Think you can afford a home? Before you buy, gear up for these surprise expenses.
One financial benefit of owning a home is getting to sign a mortgage and locking in your monthly housing payments for what could be a 30-year period. By contrast, when you rent a home, your monthly costs could rise from year to year as your lease gets renewed.
But while you might think you can afford to own a home based on what your mortgage payments look like, you may be surprised at the way your peripheral housing costs rise. Here are five reasons why owning a home may prove more expensive than you’d like.
1. Your property taxes could rise
The property taxes you start off paying aren’t necessarily the taxes you’ll continue to pay. Some towns assess property values every year. That means your property tax bill could change every year. Granted, it could drop from one year to the next. But for the most part, property taxes have a tendency to rise over time, not do the opposite.

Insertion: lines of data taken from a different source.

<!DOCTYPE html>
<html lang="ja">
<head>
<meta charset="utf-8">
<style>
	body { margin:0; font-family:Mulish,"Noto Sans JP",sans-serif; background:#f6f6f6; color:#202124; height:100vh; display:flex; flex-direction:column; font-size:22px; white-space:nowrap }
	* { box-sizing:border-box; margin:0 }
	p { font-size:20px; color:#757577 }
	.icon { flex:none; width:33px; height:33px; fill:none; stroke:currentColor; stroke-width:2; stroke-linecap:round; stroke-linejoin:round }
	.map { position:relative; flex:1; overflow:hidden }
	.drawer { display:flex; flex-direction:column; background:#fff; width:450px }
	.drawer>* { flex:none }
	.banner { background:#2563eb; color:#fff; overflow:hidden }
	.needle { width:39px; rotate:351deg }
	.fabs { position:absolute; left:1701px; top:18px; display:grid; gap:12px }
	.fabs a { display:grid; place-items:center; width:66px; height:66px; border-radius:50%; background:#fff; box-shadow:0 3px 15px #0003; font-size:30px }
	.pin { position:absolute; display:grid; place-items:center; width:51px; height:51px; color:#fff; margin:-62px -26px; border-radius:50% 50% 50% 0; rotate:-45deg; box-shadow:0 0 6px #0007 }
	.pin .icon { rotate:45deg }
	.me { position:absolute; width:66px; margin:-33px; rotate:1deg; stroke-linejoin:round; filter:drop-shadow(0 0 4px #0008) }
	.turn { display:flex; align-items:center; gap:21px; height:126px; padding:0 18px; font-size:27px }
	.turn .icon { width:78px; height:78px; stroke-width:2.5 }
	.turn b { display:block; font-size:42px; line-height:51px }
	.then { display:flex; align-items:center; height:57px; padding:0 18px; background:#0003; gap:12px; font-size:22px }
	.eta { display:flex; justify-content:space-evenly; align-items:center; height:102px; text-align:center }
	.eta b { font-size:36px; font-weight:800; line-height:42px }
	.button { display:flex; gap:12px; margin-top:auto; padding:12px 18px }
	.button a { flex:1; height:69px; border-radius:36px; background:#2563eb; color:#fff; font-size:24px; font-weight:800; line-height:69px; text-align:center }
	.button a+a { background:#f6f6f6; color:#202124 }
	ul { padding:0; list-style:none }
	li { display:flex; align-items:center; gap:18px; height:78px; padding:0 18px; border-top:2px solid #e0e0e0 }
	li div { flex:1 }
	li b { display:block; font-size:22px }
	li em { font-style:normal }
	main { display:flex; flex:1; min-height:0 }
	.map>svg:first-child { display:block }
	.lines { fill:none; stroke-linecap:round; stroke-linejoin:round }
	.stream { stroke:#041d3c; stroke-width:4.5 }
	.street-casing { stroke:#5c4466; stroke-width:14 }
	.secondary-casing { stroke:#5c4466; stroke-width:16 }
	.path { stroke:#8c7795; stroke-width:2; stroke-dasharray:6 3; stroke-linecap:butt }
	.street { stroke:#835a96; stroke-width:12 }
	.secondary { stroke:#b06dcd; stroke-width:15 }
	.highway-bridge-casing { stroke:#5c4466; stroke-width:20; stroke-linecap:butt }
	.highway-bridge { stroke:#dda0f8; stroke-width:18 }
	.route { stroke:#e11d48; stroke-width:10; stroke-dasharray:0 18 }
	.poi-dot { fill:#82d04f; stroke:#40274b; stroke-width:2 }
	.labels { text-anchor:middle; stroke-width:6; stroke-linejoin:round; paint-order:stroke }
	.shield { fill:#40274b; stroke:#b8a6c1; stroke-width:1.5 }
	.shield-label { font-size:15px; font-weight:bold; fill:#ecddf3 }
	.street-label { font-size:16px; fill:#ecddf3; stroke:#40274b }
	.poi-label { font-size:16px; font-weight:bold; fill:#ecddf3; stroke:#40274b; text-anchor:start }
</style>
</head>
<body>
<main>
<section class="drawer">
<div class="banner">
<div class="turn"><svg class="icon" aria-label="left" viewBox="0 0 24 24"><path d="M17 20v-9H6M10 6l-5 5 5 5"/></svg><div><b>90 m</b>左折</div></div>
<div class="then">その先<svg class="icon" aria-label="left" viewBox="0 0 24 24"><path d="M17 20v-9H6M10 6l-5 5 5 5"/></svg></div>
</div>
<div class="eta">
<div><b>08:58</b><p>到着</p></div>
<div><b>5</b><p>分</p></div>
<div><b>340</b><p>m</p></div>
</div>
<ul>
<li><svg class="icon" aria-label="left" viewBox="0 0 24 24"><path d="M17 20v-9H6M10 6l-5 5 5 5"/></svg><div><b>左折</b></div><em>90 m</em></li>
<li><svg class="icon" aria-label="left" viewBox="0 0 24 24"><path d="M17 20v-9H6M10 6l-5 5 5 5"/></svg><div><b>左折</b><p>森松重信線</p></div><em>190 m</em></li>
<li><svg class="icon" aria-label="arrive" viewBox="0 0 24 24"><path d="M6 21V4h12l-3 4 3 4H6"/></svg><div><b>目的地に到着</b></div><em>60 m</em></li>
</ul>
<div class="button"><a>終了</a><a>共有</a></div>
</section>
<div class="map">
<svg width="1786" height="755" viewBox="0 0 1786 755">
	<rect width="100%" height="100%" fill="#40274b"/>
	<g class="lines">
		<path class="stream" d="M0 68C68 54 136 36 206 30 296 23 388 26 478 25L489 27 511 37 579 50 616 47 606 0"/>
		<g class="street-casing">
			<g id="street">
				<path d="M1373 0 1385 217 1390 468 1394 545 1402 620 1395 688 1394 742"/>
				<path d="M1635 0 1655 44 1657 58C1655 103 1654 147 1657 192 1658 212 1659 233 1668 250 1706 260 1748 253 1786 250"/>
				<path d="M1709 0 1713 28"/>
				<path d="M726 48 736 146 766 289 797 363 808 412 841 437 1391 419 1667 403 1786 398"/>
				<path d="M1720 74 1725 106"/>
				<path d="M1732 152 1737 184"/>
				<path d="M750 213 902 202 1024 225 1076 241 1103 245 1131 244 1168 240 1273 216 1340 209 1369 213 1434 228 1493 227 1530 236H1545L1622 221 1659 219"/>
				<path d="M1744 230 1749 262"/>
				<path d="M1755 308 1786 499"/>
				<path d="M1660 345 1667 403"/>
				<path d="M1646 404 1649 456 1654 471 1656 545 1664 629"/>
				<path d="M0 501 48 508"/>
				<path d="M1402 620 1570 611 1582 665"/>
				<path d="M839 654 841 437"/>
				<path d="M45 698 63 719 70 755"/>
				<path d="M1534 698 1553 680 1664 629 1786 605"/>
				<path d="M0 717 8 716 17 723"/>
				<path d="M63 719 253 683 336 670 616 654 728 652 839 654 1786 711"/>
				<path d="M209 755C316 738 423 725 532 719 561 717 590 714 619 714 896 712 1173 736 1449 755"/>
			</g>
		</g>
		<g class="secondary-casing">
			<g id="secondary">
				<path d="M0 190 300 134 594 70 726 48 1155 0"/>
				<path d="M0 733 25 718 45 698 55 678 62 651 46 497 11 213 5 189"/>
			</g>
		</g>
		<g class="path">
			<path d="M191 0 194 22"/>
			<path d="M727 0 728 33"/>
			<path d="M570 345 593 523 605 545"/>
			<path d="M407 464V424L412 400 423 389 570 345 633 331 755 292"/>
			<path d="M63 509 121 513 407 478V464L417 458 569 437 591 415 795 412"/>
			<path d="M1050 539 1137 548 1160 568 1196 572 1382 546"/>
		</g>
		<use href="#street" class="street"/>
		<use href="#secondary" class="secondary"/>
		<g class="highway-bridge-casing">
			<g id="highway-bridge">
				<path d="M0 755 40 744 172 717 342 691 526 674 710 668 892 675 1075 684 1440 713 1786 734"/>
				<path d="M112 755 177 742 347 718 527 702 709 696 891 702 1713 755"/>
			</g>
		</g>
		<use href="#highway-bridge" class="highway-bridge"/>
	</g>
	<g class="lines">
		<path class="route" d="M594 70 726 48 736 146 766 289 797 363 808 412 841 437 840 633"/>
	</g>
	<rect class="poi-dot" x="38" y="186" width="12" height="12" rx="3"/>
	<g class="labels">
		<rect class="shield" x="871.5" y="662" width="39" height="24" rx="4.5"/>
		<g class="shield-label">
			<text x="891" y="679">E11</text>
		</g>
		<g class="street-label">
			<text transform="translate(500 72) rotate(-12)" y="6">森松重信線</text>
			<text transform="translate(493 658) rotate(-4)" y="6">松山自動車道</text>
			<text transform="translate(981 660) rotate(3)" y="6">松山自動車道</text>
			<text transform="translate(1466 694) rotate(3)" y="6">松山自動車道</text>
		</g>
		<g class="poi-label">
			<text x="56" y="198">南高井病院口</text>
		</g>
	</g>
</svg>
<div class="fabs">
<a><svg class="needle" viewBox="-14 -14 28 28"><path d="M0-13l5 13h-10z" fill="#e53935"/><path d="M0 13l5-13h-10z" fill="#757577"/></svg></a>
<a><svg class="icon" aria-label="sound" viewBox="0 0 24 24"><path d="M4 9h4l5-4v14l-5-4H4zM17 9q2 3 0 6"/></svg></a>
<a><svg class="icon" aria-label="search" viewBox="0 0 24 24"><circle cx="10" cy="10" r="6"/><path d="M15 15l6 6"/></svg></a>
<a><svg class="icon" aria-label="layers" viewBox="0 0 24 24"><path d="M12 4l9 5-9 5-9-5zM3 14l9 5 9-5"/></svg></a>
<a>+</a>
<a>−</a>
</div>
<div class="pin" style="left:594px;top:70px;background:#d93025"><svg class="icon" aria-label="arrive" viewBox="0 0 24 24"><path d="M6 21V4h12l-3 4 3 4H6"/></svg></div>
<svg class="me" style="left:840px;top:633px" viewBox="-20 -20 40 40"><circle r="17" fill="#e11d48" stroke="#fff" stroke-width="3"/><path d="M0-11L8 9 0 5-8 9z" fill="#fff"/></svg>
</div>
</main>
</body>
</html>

2. Your homeowners insurance could get expensive
Homeowners insurance protects you, as a property owner, in the event of damage. But the cost of your premiums could rise over time, even if you don’t put in a lot of claims against your policy. Also, certain home features might cause your insurance costs to rise, such as if you decide to put in a hot tub. Though there are steps you can take to lower your insurance costs, like installing an alarm system, all told, those premiums could increase through the years.
3. Your HOA fees could increase
If you buy a home that’s part of a homeowners association (HOA), you’ll generally be required to pay monthly dues. Often, those dues will cover things like common area maintenance. But those dues could also rise over time, making your housing costs more expensive.
4. You could get stuck paying PMI
Many lenders will accept less than 20% of your home’s purchase price as a down payment. But if you don’t put down 20% on a conventional mortgage, you’ll be forced to pay private mortgage insurance (PMI). PMI can amount to up to 1% of your loan amount. For example, if you’re borrowing $300,000 for a home, you might pay an extra $3,000 a year or $250 a month. You can eventually have PMI canceled once you have enough home equity, but until that happens, those costly payments could be a burden.